What Is Dewatering?
The process of removing water from an excavation is known as dewatering. In this process, the water is drained outside by pumping from the location.
The main purpose of dewatering is to provide a dry base for the foundation by lowering the groundwater table of a given location.
The groundwater on site should be controlled to ensure easy and safe accomplishment of the work on the construction site.
So, it is necessary to carry out dewatering before the commencement of construction activities.
Dewatering is a useful method for dealing with running sand, construction as well as repairing dams, sewers, basements, buildings, tunnels, etc.
Purpose Of Dewatering
Dewatering is required for the following purposes
- To provide a dry area and permit construction to proceed eﬃciently.
- To reduce lateral loads on sheeting and bracing in excavation.
- To reduce the pressure of air in tunneling operation.
- To control the embankment seepage in dams.
- To improve support characteristics of foundation materials.
Methods Of Dewatering
There are various methods used for controlling the groundwater during an excavation. Choosing the most suitable method of dewatering for a particular site is a critical step.
The presence of unwanted water on a construction site can lead to complications like an unsafe work area, an increase in construction cost and delay in scheduled work. So, it is important to select the right method of dewatering the undesired water on the construction site.
There are four major methods of dewatering. They are as follows :
- Well Point
- Educator wells.
- Open slump pumping.
- Deep WellPoint method
Let us study these methods in detail below
1. Well Point Method
A Well Point is basically a perforated metal or plastic pipe of 5 cm to 7.5 cm in diameter, covered with a screen. The length of the pipe varies from 60 cm to 120 cm.
The lower end of the pipe has a driving head with water holes on it. The pipes, known as riser pipes, are inserted into the ground by driving or jetting.
The upper end of the pipes is connected to a pump. The groundwater is drawn by the pump through the header pipe and is then discharged.
This water removal or dewatering method is relatively cheap, flexible, and also eﬀective under most soil and hydrologic conditions.
2. Educator Well
This method of dewatering is similar to the well point system. In this method, high-pressure water is used to draw water into the well points instead of vacuum.
High pressure is given through a Venturi tube, creating a reduction in pressure which draws the water through a pipe of large diameter.

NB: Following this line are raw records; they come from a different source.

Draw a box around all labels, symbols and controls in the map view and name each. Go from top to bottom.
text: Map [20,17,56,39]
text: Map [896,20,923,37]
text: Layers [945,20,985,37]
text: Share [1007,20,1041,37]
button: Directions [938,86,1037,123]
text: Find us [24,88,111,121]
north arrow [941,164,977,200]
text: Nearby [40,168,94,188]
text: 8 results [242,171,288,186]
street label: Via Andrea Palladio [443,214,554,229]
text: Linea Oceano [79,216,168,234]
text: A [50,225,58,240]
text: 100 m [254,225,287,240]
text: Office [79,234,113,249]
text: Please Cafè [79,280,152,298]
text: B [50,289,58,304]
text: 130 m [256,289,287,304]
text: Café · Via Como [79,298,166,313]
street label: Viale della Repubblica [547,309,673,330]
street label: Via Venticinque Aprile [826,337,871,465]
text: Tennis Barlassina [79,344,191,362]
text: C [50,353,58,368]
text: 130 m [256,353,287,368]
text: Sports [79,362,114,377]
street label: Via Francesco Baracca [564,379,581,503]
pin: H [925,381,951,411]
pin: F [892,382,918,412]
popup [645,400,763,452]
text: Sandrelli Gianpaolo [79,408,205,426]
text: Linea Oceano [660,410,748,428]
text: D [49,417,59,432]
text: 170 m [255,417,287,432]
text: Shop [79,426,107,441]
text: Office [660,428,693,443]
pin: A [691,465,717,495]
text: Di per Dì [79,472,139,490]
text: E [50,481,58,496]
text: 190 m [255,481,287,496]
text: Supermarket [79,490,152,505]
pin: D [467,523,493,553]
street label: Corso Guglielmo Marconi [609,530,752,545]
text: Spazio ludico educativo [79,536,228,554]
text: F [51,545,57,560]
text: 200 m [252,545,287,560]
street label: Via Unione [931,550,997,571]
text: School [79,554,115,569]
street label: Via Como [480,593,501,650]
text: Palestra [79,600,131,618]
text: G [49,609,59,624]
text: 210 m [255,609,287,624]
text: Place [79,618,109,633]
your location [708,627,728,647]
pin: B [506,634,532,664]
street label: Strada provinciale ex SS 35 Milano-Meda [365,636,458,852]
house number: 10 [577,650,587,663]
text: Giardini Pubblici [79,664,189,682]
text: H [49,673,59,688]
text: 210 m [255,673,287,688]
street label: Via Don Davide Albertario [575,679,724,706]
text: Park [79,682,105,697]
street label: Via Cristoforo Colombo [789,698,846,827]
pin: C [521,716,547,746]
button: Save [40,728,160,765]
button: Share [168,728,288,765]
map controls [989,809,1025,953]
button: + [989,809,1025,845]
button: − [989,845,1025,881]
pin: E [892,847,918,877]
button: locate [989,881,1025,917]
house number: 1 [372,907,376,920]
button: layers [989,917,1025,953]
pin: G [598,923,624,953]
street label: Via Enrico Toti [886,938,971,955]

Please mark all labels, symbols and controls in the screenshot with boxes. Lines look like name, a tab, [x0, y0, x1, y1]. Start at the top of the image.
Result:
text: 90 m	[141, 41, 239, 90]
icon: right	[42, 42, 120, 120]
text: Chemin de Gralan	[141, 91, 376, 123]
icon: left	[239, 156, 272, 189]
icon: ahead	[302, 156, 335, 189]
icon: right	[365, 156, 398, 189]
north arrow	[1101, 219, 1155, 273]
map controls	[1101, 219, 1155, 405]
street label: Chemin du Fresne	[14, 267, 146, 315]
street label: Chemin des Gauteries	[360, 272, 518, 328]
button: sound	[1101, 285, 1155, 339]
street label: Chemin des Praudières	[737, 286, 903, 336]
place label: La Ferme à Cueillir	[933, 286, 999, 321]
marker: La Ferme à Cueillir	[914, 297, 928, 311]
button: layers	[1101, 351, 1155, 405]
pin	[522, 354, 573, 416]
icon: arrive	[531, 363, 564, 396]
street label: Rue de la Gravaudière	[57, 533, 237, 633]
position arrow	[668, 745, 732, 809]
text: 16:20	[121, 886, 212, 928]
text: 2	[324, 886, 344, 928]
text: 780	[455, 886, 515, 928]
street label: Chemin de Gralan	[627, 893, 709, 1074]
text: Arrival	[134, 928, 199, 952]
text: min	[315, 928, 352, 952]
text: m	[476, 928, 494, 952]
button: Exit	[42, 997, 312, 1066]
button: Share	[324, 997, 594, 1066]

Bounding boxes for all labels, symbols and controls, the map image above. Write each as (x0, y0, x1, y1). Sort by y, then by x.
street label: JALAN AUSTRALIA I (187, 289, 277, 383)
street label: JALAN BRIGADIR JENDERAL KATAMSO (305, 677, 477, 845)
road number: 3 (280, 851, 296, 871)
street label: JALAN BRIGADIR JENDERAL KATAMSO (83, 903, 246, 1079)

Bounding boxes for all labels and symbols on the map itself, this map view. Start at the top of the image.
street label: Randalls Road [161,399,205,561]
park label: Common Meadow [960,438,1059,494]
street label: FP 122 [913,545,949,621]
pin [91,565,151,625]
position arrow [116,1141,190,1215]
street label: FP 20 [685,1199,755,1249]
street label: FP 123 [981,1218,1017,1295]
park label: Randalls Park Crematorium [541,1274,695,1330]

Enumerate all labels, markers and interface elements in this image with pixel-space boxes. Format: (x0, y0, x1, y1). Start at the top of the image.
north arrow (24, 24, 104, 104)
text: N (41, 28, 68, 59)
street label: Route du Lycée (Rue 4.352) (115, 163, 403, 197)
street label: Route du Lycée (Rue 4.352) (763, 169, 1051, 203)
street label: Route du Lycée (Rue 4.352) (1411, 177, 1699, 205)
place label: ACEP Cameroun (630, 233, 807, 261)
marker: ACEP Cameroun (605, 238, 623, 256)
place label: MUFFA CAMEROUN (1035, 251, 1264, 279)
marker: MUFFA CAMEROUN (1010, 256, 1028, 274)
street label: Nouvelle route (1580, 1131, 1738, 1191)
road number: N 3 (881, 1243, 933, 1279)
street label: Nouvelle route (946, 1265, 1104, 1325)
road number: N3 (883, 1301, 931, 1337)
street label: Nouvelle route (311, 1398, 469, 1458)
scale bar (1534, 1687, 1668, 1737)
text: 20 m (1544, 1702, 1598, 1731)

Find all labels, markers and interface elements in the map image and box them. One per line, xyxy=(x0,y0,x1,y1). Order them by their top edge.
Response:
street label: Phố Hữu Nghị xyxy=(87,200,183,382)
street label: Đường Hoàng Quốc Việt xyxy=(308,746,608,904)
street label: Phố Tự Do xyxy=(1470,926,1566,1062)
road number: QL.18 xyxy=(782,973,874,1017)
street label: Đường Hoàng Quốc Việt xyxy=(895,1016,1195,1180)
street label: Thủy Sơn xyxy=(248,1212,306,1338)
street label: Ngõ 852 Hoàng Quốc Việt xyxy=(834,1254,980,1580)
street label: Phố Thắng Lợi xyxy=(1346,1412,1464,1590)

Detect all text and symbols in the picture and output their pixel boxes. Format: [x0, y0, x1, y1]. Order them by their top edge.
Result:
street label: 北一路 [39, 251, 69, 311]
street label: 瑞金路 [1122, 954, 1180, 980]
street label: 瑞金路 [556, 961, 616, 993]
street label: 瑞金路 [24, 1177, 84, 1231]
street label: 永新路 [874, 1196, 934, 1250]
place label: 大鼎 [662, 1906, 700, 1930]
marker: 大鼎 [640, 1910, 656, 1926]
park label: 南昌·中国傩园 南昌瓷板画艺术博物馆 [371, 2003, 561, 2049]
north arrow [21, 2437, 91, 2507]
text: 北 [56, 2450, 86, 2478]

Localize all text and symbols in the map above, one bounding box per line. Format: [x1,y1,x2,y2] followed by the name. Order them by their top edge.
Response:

The educator well system can operate many well points from a single pump station. Due to this, the water table can be lowered in a single stage from depths of 10 m to 45 m. In soils of lower permeability, this method proves to be an eﬀective option.
3. Open Slump Pumping
Open slump pumping is one of the easiest, cheapest, and most eﬀective methods of dewatering. In this method, drains and slumps are constructed at one or more sides or corners of the excavated pit. The groundwater gets collected into the slump through drains.
The collected water is evacuated either manually or mechanically from the slump. If the quantity of water is less, it may also get evaporated on its own after a few hours.
But if the quantity of water to be removed is large, the dewatering is done using mechanical equipment such as pumps and is discharged at a proper location.
4. Deep Well Method
This method is applicable when a deep excavation is needed and a large quantity of groundwater is to be removed.
The deep well point method can drain out water up to a depth of 24m. Educators can be considered when well points and deep wells are not suitable options for dewatering.
Precautions For Dewatering
Without proper planning and supervision, dewatering should not be done as it can cause complexities like soil erosion and other such problems at the construction sites. Given below are few tips to consider when choosing a discharge area:
1. Dewatering should be done under special supervision; if any signs of erosion or instability are found, stop dewatering instantly.
2. The water should not be pumped directly into slopes.
3. Wooded buffer should be used in dewatering, if possible.
4. Select a proper area for water discharge.
5. If possible, the water from the construction site should be discharged and directed to a forest buﬀer zone.
6. Channels to be used for dewatering must be stable and protected with grass or vegetation.
7. Dewatering should be avoided under heavy rain.
8. Water contaminated with oil, grease, and chemical products should not be discharged directly. In such cases, an oil/water separator can be used.
9. Investigations of local permits and requirements for dewatering are necessary before discharging the water to a particular location from the construction site.
10. Check and understand the water table condition of the dewatering location because the underground water may be situated near the surface, so the plan might not work.